I had to add this hack to get some tests in Phoenix to pass:
https://github.com/stoty/hbase/tree/PHOENIX_DUMMY_CELL_WORKAROUND


>
> That is the whole purpose of the dummy result, that is, not to scan the
> rows that have been scanned already. This allows Phoenix to make progress
> in the presence of table region movements, otherwise every time a region
> moves or splits, Phoenix has to scan the region from the row key of the
> last valid result from this region instead of the last scanned row. What is
> the problem with this? Consider a large region and a scan with a very
> selective filter such that a large number of rows need to be scanned before
> returning a valid row.
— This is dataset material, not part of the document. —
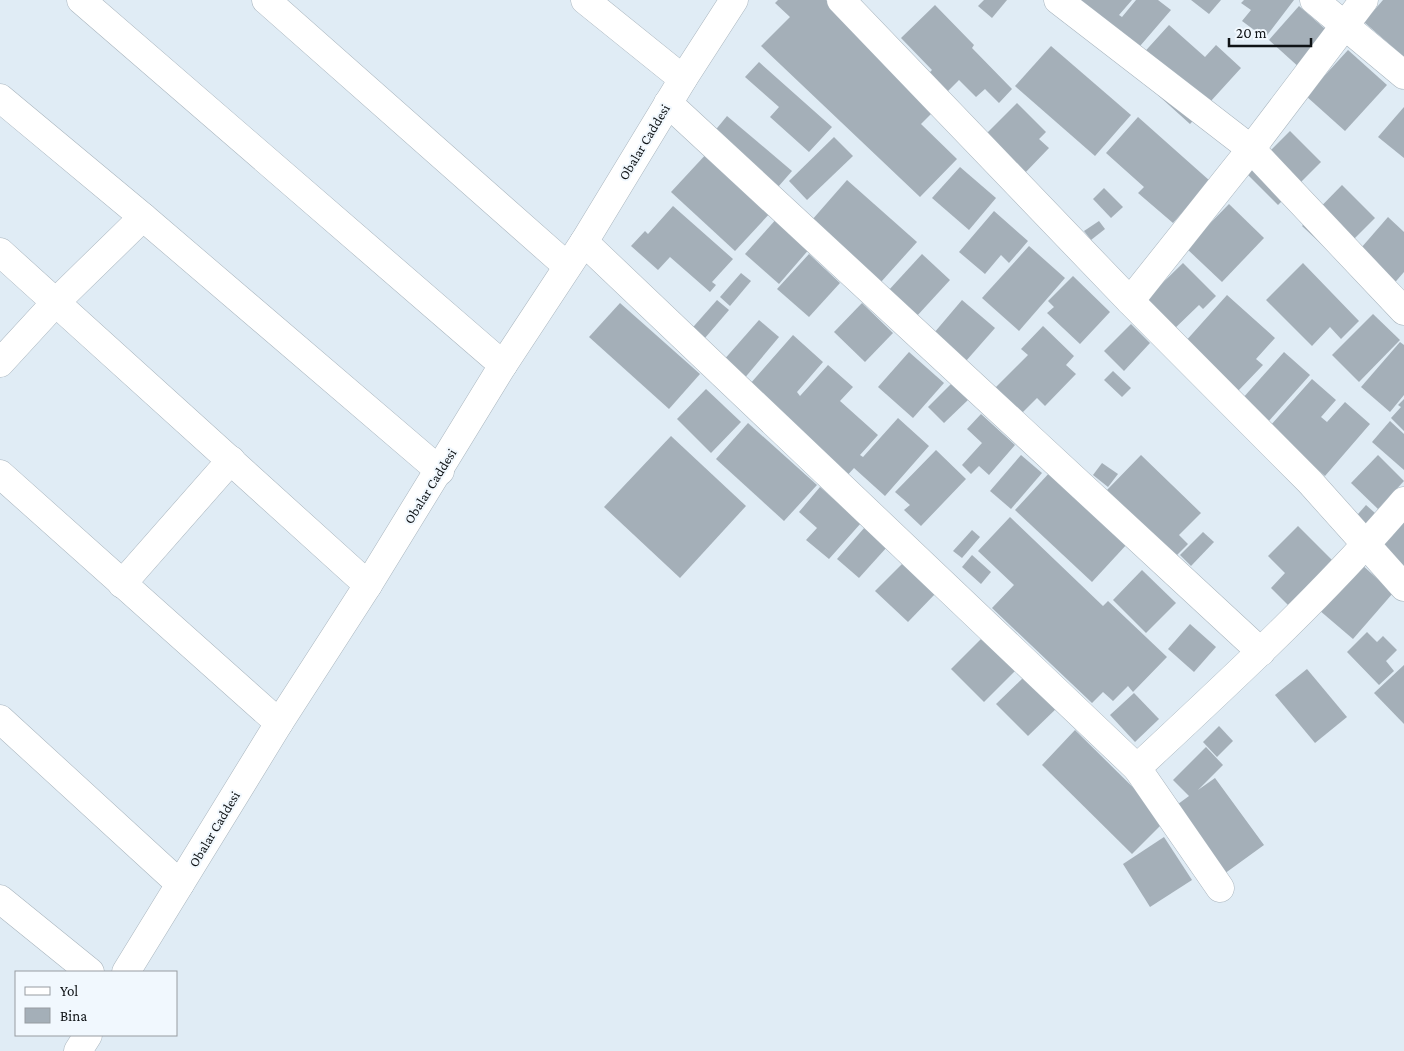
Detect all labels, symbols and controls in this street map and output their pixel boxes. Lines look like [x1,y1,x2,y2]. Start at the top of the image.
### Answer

One can create a sequence of region movements that
> prevents Phoenix from making any progress for this scan


Thanks for the explanation.

I'm not questioning the usefulness of the paging design.
The HBase community also agrees, so they have added this feature natively
in
HBase 2 in the form of the heartbeat/cursor feature.

.
>
> Please note that Phoenix has some complex logic on the server side for
> handling various SQL language features including grouping, aggregating,
> sorting and joining. Implementing paging is much more complex in Phoenix
> than implementing keep alive and ScannerContext in HBase. Either you
> discovered an issue in Phoenix paging or a compatibility issue between
> HBase 2 and HBase 3. I suggest that we understand what the issue is first
> before replacing the dummy result.
>

It is the latter.

The internal heartbeat retry logic in the HBase 3 client sees the dummy row
and concludes that
it should continue after an error (i.e. region move) from AFTER that row.
(see my HBase hack above)

This is different from the HBase 2 logic, which does not do this.
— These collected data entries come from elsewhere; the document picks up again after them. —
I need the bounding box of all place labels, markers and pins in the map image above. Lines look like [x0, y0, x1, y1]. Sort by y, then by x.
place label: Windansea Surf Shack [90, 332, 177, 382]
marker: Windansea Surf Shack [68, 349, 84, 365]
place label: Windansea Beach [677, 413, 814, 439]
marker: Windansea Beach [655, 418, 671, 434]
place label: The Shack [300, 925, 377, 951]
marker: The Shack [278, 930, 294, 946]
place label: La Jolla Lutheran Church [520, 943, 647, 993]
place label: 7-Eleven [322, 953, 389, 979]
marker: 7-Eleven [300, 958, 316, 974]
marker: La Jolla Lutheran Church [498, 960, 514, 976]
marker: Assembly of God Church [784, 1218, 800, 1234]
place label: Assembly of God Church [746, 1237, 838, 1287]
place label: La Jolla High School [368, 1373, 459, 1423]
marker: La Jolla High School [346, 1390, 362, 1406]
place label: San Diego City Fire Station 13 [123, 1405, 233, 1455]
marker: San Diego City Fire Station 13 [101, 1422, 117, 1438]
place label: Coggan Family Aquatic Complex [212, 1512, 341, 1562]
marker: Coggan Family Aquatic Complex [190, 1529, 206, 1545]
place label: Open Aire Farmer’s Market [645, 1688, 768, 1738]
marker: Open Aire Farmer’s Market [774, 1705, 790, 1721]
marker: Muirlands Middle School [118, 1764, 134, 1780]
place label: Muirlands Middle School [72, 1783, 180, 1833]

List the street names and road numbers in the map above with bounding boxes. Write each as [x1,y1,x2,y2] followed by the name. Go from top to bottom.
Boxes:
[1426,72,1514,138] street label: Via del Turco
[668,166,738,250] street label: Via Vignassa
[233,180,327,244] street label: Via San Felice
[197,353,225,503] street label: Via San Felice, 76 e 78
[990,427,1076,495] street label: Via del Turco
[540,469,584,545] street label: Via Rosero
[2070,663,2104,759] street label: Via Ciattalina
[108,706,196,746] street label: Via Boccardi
In a way, this is related to, and sometimes casued by another Phoenix
change I have made for HBase 3:
PHOENIX-7728 <https://issues.apache.org/jira/browse/PHOENIX-7728>
https://github.com/stoty/phoenix/blob/62112097bc1f050a760225663001fc0f084d4fb4/phoenix-core-server/src/main/java/org/apache/phoenix/coprocessor/GroupedAggregateRegionObserver.java#L482
<https://issues.apache.org/jira/browse/PHOENIX-7728>

However, without removing the plus/minus row logic there even more tests
were failing, so
Hbase 3 doesn't work with the current Phoenix dummy row logic either.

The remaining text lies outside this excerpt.